Analyzing football tactics

You either reinvent yourself or you die

Pay attention to Manchester City at the start of the season because, as Rodri says about Pep Guardiola, “He is never satisfied with keeping things exactly as we played last season, because your competition is always going to be analyzing last season.”

Rodri writing in The Players’ Tribune:

When I had the chance to move to City the next summer, it was a dream for me. I had spoken to Sergio Busquets before I agreed to the move, and he told me, “Pep? He is going to make you a better player. But he is never, never, never going to stop pushing you. You will never be finished.”

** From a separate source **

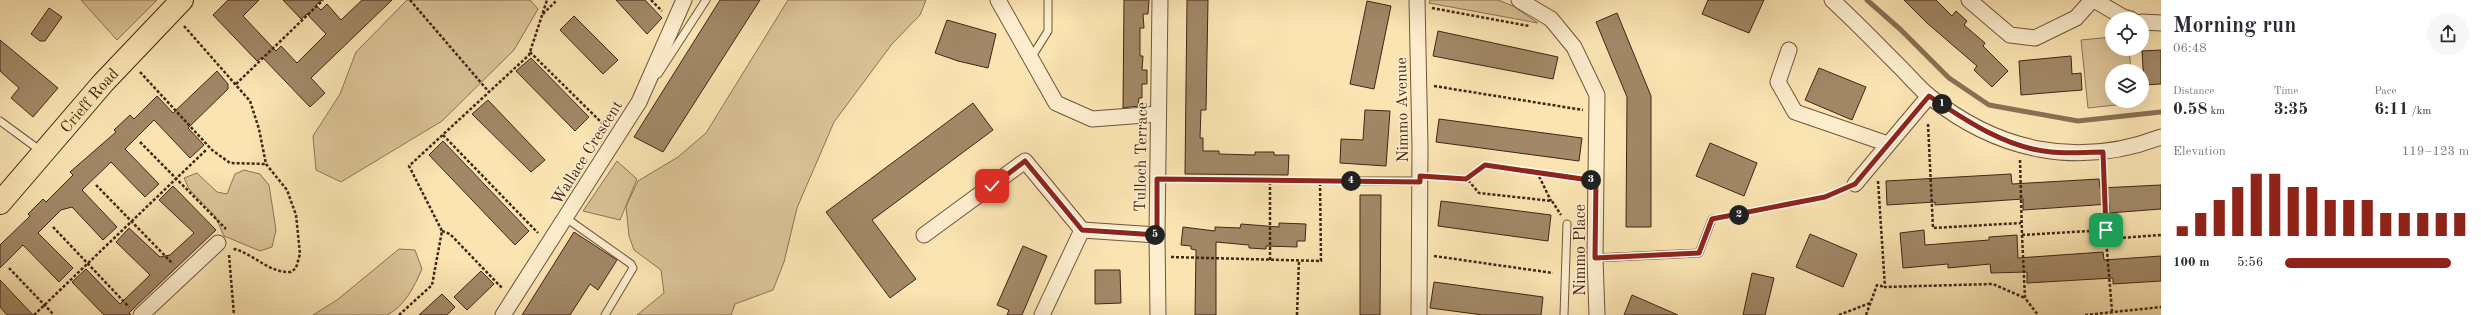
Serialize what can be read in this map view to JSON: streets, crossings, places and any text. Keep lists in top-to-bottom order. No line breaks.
{"streets":{"main road":["Crieff Road"],"street":["Nimmo Avenue","Wallace Crescent","Tulloch Terrace","Nimmo Place"]},"page":{"heading":["Morning run","06:48"],"stats":[["Distance","0.58 km"],["Time","3:35"],["Pace","6:11 /km"]],"pins":["1","3","4","2","5"],"chart":["Elevation","119–123 m"],"list":[{"name":"100 m","note":"5:56"}]}}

Sergio had the same role with Pep, and he achieved so many great things, so I put a lot of trust in his words. And he was completely right. To me, the unique thing about Pep is that he is always one step ahead. He is always evolving before the game around him can evolve. He is never satisfied with keeping things exactly as we played last season, because your competition is always going to be analyzing last season. You don’t win four Premier League titles in a row by standing still. You either reinvent yourself or you die.

That is what gives Manchester City an edge over everyone else. By the time you fully analyze one strategy, he has already created a new one. Pep Guardiola is a tactical Whac-A-Mole.

In order to be the top team, you have to think the opposite of what everyone else is thinking.

Why think like those that are losing, especially those that are copying you? By the time they’ve copied you, you’ve already created a new system that beats that old system.

The key point though is that you can see it coming. This is where microanalysis comes in. They try one thing one game, and then another the next, and then they’ll go on a series of consecutive matches with one specific change.

The most obvious one: Josko Gvardiol was played as a high-advanced fullback on the left last season, operating almost as a left-winger in possession. Turns up for preseason this summer, now he’s a defensive fullback operating as a left center-back in a back-three in possession. He gets forward now, but not in the same way.

That experiment—a successful experiment—is now stored. It worked; Gvardiol is fully confident. Pair that with several other experiments, and you have a completely new system. They can flip between different trialed tactics whenever they want.

They’re constantly running those little experiments all season. You have to pay super close attention because the experiment could run for fifteen minutes, a full half, a full game, several games, or half a season. They try it, it works or fails, they continue using it, or then they move on, and they usually revisit it in a week, a month, a year, or several years.